Saved data entries:

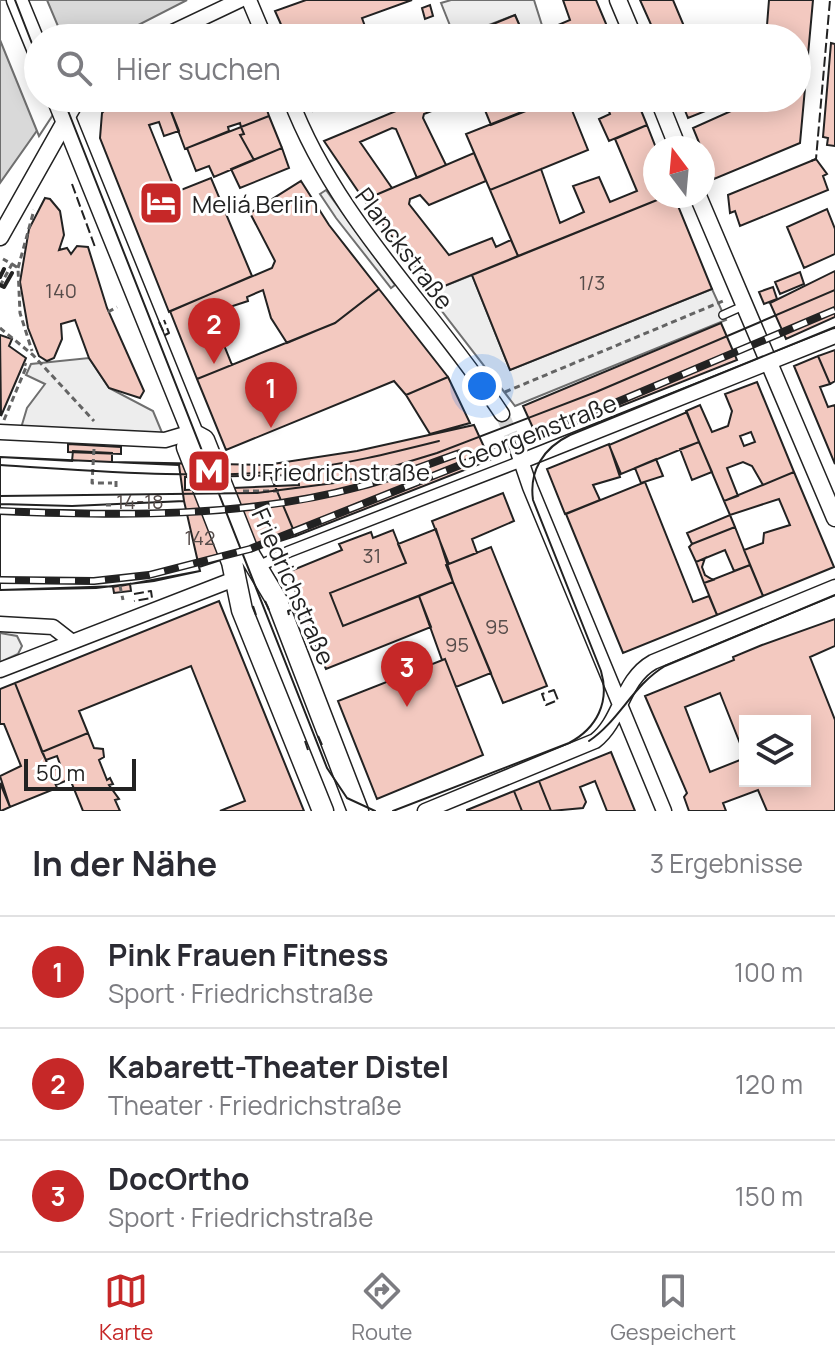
<!DOCTYPE html>
<html lang="de">
<meta charset="utf-8">
<style>
body{margin:0;font-family:Manrope,sans-serif;background:#f7f7f7;color:#2b2b33}
.controls{position:absolute;right:24px;bottom:24px;display:grid;overflow:hidden;border-radius:0px;box-shadow:0 4px 20px #0003}
.controls button{width:72px;height:72px;display:grid;place-items:center;padding:0;border:0;border-bottom:2px solid #e1e1e2;background:#fff;color:#2b2b33;font:40px sans-serif}
.compass{position:absolute;left:643px;top:136px;width:72px;height:72px;border-radius:50%;background:#fff;box-shadow:0 4px 20px #0003;rotate:344deg}
.scale{position:absolute;left:24px;bottom:20px;width:112px;box-sizing:border-box;padding-left:8px;border:4px solid #222;border-top:0;font-size:22px;line-height:28px;white-space:nowrap;color:#222;-webkit-text-stroke:6px #fff;paint-order:stroke}
.you{position:absolute;left:482px;top:386px;width:28px;height:28px;margin:-20px;border:6px solid #fff;border-radius:50%;background:#1a73e8;box-shadow:0 0 0 12px #1a73e833}
.badge{display:grid;place-items:center;width:52px;height:52px;border-radius:50%;background:#c62828;color:#fff;font-size:26px;font-weight:700}
.pin{position:absolute;translate:-50% -66px;filter:drop-shadow(0 2px 4px #0008)}
.pin::after{content:'';position:absolute;top:42px;width:28px;height:24px;background:inherit;clip-path:polygon(0 0,100% 0,50% 100%)}
.list{margin:0;padding:0;list-style:none}
h2{display:flex;justify-content:space-between;align-items:center;height:104px;margin:0;padding:0 32px;font-size:34px}
h2 small{font-size:26px;font-weight:400;color:#7c7c81}
.list li{display:grid;grid-template-columns:52px 1fr auto;gap:24px;align-items:center;box-sizing:border-box;height:112px;padding:0 32px;border-top:2px solid #e1e1e2}
.list b{display:block;font-size:30px;white-space:nowrap}
.list p{margin:0;font-size:26px;white-space:nowrap;color:#7c7c81}
.list em{font-size:26px;font-style:normal;color:#7c7c81}
.icon{flex:none;width:44px;height:44px;fill:none;stroke:currentColor;stroke-width:2;stroke-linecap:round;stroke-linejoin:round}
.map{position:relative;flex:none;width:835px;height:811px;overflow:hidden}
.search{position:absolute;background:#fff;box-shadow:0 4px 20px #0003;left:24px;right:24px;top:24px;height:88px;display:flex;align-items:center;gap:20px;box-sizing:border-box;padding:0 28px;border-radius:44px;color:#7c7c81;font-size:30px}
.sheet{height:440px;background:#fff}
nav{display:flex;justify-content:space-around;align-items:center;box-sizing:border-box;height:112px;border-top:2px solid #e1e1e2;background:#fff;font-size:22px;color:#7c7c81}
nav a{display:grid;justify-items:center;gap:4px}
nav .on{color:#c62828}
.map>svg:first-child{display:block}
.green{fill:#eee;stroke:#6f6f6f;stroke-width:2}
.parking{fill:#ededed;stroke:#6f6f6f;stroke-width:2}
.water{fill:#d9d9d9;stroke:#6f6f6f;stroke-width:2}
.pier{fill:#fff;stroke:#6f6f6f;stroke-width:2}
.building{fill:#f3c9c0;stroke:#222;stroke-width:2;fill-rule:evenodd}
.lines{fill:none;stroke-linecap:round;stroke-linejoin:round}
.minor-tunnel{stroke:#d3d3d3;stroke-width:14;stroke-dasharray:14 7;stroke-linecap:butt}
.service-casing{stroke:#222;stroke-width:10}
.pedestrian-casing{stroke:#222;stroke-width:13}
.minor-casing{stroke:#222;stroke-width:17}
.tertiary-casing{stroke:#222;stroke-width:19}
.secondary-casing{stroke:#222;stroke-width:23}
.path{stroke:#646464;stroke-width:3;stroke-dasharray:6 4;stroke-linecap:butt}
.service{stroke:#fff;stroke-width:7}
.pedestrian{stroke:#fff;stroke-width:10}
.minor{stroke:#fff;stroke-width:14}
.tertiary{stroke:#fff;stroke-width:16}
.secondary{stroke:#fff;stroke-width:20}
.tram{stroke:#222;stroke-width:2}
.rail-casing{stroke:#222;stroke-width:8}
.rail{stroke:#fff;stroke-width:5;stroke-dasharray:15;stroke-linecap:butt}
.fence{stroke:#222;stroke-width:2;stroke-dasharray:10 4;stroke-linecap:butt}
.wall{stroke:#222;stroke-width:4}
.labels{text-anchor:middle;dominant-baseline:central;stroke-width:6;stroke-linejoin:round;paint-order:stroke}
.number-label{font-size:20px;fill:#564c4a}
.poi-label{font-size:24px;fill:#222;stroke:#fff;text-anchor:start}
.street-label{font-size:24px;fill:#222;stroke:#fff}
</style>
<div class="map">
<svg width="835" height="811" viewBox="0 0 835 811">
<rect width="100%" height="100%" fill="#fff"/>
<path class="green" d="M451 0H534L546 38H525L515 15 455 38 441 3Z"/>
<path class="parking" d="M326 190 395 285 391 288 336 218 320 194Z
M472 275 510 370 712 289 726 320 515 406 431 297 437 289Z
M89 358 109 388 153 411 163 435 21 428 27 408 45 384 26 375 31 364Z
M0 633 17 636 22 646 18 654 0 662Z"/>
<path class="water" d="M0 0H187L113 38H38V98H60L0 183Z"/>
<path class="pier" d="M0 0H47L63 38H38V98H64L39 136 0 40Z"/>
<path class="building" d="M306 0H412L362 18 366 29 338 38H287L275 11Z
M563 0H596L612 38H563L558 25 570 20Z
M640 0H673L689 38H657Z
M769 0H813L800 143 714 179 693 128 760 98H797V38H766Z
M430 5 433 16 425 19 422 8Z
M515 15 525 38H459Z
M236 29 239 38H218Z
M831 43 835 44V146L827 145 828 138 823 137Z
M116 98H166L179 131 164 136 159 122 149 125 176 192 211 178 252 276 169 312 100 138 102 113Z
M166 98H263L269 116 241 127 240 123 228 127 229 131 185 149Z
M308 98H347L313 111Z
M427 98H438L442 107 424 114 423 118 446 165 417 178 396 129 392 128 360 142 392 188 364 200 324 141Z
M480 98H550L551 101 491 125Z
M557 98H567L588 150 490 190 466 134Z
M604 98H636L647 125 609 141 599 119 610 114Z
M680 98H726L728 102 688 118Z
M269 116 282 148 254 160 240 135 244 134 241 127Z
M647 125 656 148 655 196H667L518 256 490 190 541 169 560 223 584 212 573 186 599 177 610 202 637 191 615 139Z
M241 127 244 134 240 135 254 160 214 177 209 166 196 171 187 148Z
M282 148 289 168 240 188 231 169Z
M474 153 486 181 429 205 420 195 410 199 409 204 449 255 492 238 496 247 511 240 518 256 437 289 431 287 364 200Z
M816 159 827 174 823 176 828 190 740 226 735 211 730 213 728 195Z
M301 181 329 225 379 289 335 323 287 343 271 318 263 290 247 297 248 301 211 313 232 365 197 379 170 311 272 268 275 261 250 213Z
M667 196H674L712 289 510 370 472 275Z
M45 198 50 199 60 211 64 235 59 250 67 248 71 254 77 246 88 247 107 308 144 391 140 398 109 388 89 358 75 320 61 324 62 339 54 358 47 361 39 356 28 328 20 282 29 229Z
M827 209 835 229V254L804 268 787 227Z
M835 271V317L786 339 770 303Z
M800 272 804 284 780 294 775 282Z
M773 287 777 299 764 304 759 292Z
M379 289 448 377 406 395 394 381 226 450 197 379 335 323Z
M721 323 737 360 538 439 523 406Z
M0 335 12 339 9 346 26 358 1 416Z
M835 350V381L830 384 818 356Z
M818 356 830 384 820 387 828 407 835 405V464L794 366Z
M448 377 470 423 430 434 406 395Z
M757 382 794 472 763 485 752 466 743 462 727 468 738 496 724 501 686 411 700 405 712 432 728 426 732 411 725 394ZM751 432 755 442 744 446 740 436Z
M687 412 699 442 621 474 609 445Z
M474 425 490 460 296 536 266 465 357 451Z
M699 442 712 472 692 480 680 449Z
M68 444 121 447V454L68 452Z
M609 444 620 477 593 485 600 500 565 514 547 469Z
M73 451 112 453V462L266 465 296 536 199 567 200 571 154 581 96 588 0 590V457L72 461Z
M0 457 179 465 184 501 72 506 0 504Z
M656 459 663 476 641 483 635 468Z
M794 472 834 567 763 596 744 550 763 543 764 533 790 525 779 499 730 515 724 501Z
M298 475 299 485 185 490V477Z
M645 482 693 602 709 596 717 615 623 653 566 514Z
M503 493 514 521 472 539 477 553 449 564 432 521Z
M184 501 200 571 120 586 0 590V504L72 506Z
M730 515 735 527 692 544 687 533Z
M735 527 750 565 734 571 725 550 696 562 689 547 692 544Z
M436 529 453 582 343 626 330 593 406 563 398 544Z
M393 530 406 563 330 593 343 626 419 596 431 627 326 669 305 624 308 623 288 572 342 550 339 544 371 532 373 538Z
M491 547 547 686 503 703 446 565Z
M705 558 702 567 705 575 713 580 704 583 696 562Z
M750 565 763 596 717 615 704 583Z
M453 582 491 673 456 687 445 659 442 660 419 596Z
M130 584 131 591 114 593 113 587Z
M219 601 304 811H220L245 801 191 666 79 711 88 733 42 752 15 683Z
M835 619V646L810 657 835 720V811H767L758 790 723 803 726 811H689L684 797 687 793 645 696 734 660 733 657 762 645ZM720 693 745 756V721H805V781H745V758L710 772 685 707Z
M445 659 483 755 377 799 338 701Z
M15 683 57 788 10 807 0 776 21 766 4 724H0V689Z
M88 733 94 748 103 749 104 757 99 760 107 780 110 778 113 784 109 785 119 799 115 800 120 811H83L70 779 56 785 50 771 61 767 57 756 46 760 42 752Z
M611 752 635 811H607L595 781 580 787 586 802 583 808 551 811 539 781Z
M539 781 551 811H522L514 791Z
M0 783 10 807 1 811H0Z
M514 791 522 811H467V810Z"/>
<g class="lines">
<path class="minor-tunnel" d="M502 414 517 449"/>
<g class="service-casing">
<path id="service" d="M723 315 743 306"/>
</g>
<g class="pedestrian-casing">
<path id="pedestrian" d="M256 568 288 552 522 461"/>
</g>
<g class="minor-casing">
<path id="minor" d="M249 0 265 38
M160 38 240 0
M290 98C336 220 432 307 502 414
M66 120 79 98
M0 432 165 440 192 432
M517 449 530 487 664 811
M522 461 835 336
M0 624 53 627 71 641
M0 670 237 578
M425 811 595 741C622 720 621 680 653 662L835 587"/>
</g>
<g class="tertiary-casing">
<path id="tertiary" d="M618 0 634 38
M658 98 678 148
M698 196 835 518
M0 237 66 120"/>
</g>
<g class="secondary-casing">
<path id="secondary" d="M17 0 38 51
M57 98 193 434 204 440 250 556 277 601 358 811
M193 434 187 447 232 562 242 610 323 811"/>
</g>
<path class="path" d="M12 264 18 268 20 313 32 351
M18 268 34 210
M0 286 12 264 3 259
M108 312 117 307
M0 328 33 355 94 421
M505 392 723 301
M4 420 27 365 24 364
M94 449 92 483H112
M116 487V480
M243 491H282
M106 505H111
M120 586 123 600"/>
<use href="#service" class="service"/>
<use href="#pedestrian" class="pedestrian"/>
<use href="#minor" class="minor"/>
<use href="#tertiary" class="tertiary"/>
<use href="#secondary" class="secondary"/>
<path class="tram" d="M15 0 38 59
M63 98 327 768 347 798 375 811
M0 465C97 471 197 480 294 470 343 465 391 453 439 441
M0 496 257 493 342 482 437 453 596 392 835 290
M589 741C619 721 633 685 665 666L835 595
M393 811 569 743C597 728 610 702 601 671L533 500C529 471 543 448 570 435L835 327"/>
<g class="rail-casing">
<path id="rail" d="M0 511C120 516 245 518 362 486 396 477 428 464 460 453
M0 580 94 581 149 575 250 549 603 408 835 310"/>
</g>
<use href="#rail" class="rail"/>
<path class="fence" d="M811 161 816 159 830 0
M72 184 95 247
M159 322 165 335 169 333 164 320
M134 594 151 591 152 598 134 601
M265 601 269 610
M253 606 256 615
M289 615 288 611 294 609 300 626
M554 690 558 700 546 705 542 694Z
M318 736 322 745
M305 741 308 750"/>
<path class="wall" d="M0 277 4 269
M0 285 4 287 12 273"/>
</g>
<defs>
<g id="hotel-square" transform="scale(2.3)"><rect x="-9" y="-9" width="18" height="18" rx="4" fill="#c62828" stroke="#fff"/><path d="M-6-4.5h1.5V1H6V5H4.5V3h-9V5H-6ZM-4 0a1.8 1.8 0 1 1 3.6 0ZM.5 0V-2.5h3Q6-2.5 6 0Z" fill="#fff"/></g>
<g id="metro-square" transform="scale(2.3)"><rect x="-9" y="-9" width="18" height="18" rx="4" fill="#c62828" stroke="#fff"/><path d="M-5.5 5V-5H-3L0 0L3-5H5.5V5H3V-.5L0 4L-3-.5V5Z" fill="#fff"/></g>
</defs>
<g fill-rule="evenodd">
<use href="#hotel-square" x="161" y="203"/>
<use href="#metro-square" x="209" y="471"/>
</g>
<g class="labels">
<g class="number-label">
<text x="592" y="282">1/3</text>
<text x="61" y="290">140</text>
<text x="140" y="501">14-18</text>
<text x="200" y="537">142</text>
<text x="372" y="555">31</text>
<text x="497" y="626">95</text>
<text x="457" y="644">95</text>
</g>
<g class="poi-label">
<text x="192" y="203">Meliá Berlin</text>
<text x="240" y="471">U Friedrichstraße</text>
</g>
<g class="street-label">
<text transform="translate(405 248) rotate(53)">Planckstraße</text>
<text transform="translate(537 431) rotate(-21)">Georgenstraße</text>
<text transform="translate(294 586) rotate(66)">Friedrichstraße</text>
</g>
</g>
</svg>
<div class="controls">
<button><svg class="icon" aria-label="layers" viewBox="0 0 24 24"><path d="M12 4l9 5-9 5-9-5zM3 14l9 5 9-5"/></svg></button>
</div>
<svg class="compass" viewBox="-18 -18 36 36"><path d="M0-13l5 13h-10z" fill="#e53935"/><path d="M0 13l5-13h-10z" fill="#7c7c81"/></svg>
<div class="scale">50 m</div>
<div class="you"></div>
<div class="pin badge" style="left:271px;top:428px">1</div>
<div class="pin badge" style="left:214px;top:364px">2</div>
<div class="pin badge" style="left:407px;top:707px">3</div>
<div class="search"><svg class="icon" aria-label="search" viewBox="0 0 24 24"><circle cx="10" cy="10" r="6"/><path d="M15 15l6 6"/></svg>Hier suchen</div>
</div>
<section class="sheet">
<h2>In der Nähe<small>3 Ergebnisse</small></h2>
<ul class="list">
<li><span class="badge">1</span><div><b>Pink Frauen Fitness</b><p>Sport · Friedrichstraße</p></div><em>100 m</em></li>
<li><span class="badge">2</span><div><b>Kabarett-Theater Distel</b><p>Theater · Friedrichstraße</p></div><em>120 m</em></li>
<li><span class="badge">3</span><div><b>DocOrtho</b><p>Sport · Friedrichstraße</p></div><em>150 m</em></li>
</ul>
</section>
<nav>
<a class="on"><svg class="icon" aria-label="map" viewBox="0 0 24 24"><path d="M3 6l6-2 6 2 6-2v14l-6 2-6-2-6 2zM9 4v14M15 6v14"/></svg>Karte</a>
<a><svg class="icon" aria-label="directions" viewBox="0 0 24 24"><path d="M12 3l9 9-9 9-9-9zM9 14v-3h6M13 9l2 2-2 2"/></svg>Route</a>
<a><svg class="icon" aria-label="saved" viewBox="0 0 24 24"><path d="M7 4h10v16l-5-4-5 4z"/></svg>Gespeichert</a>
</nav>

- Assignment: Please filter the data down to the lines containing the word "Sport".

- Response below:
<li><span class="badge">1</span><div><b>Pink Frauen Fitness</b><p>Sport · Friedrichstraße</p></div><em>100 m</em></li>
<li><span class="badge">3</span><div><b>DocOrtho</b><p>Sport · Friedrichstraße</p></div><em>150 m</em></li>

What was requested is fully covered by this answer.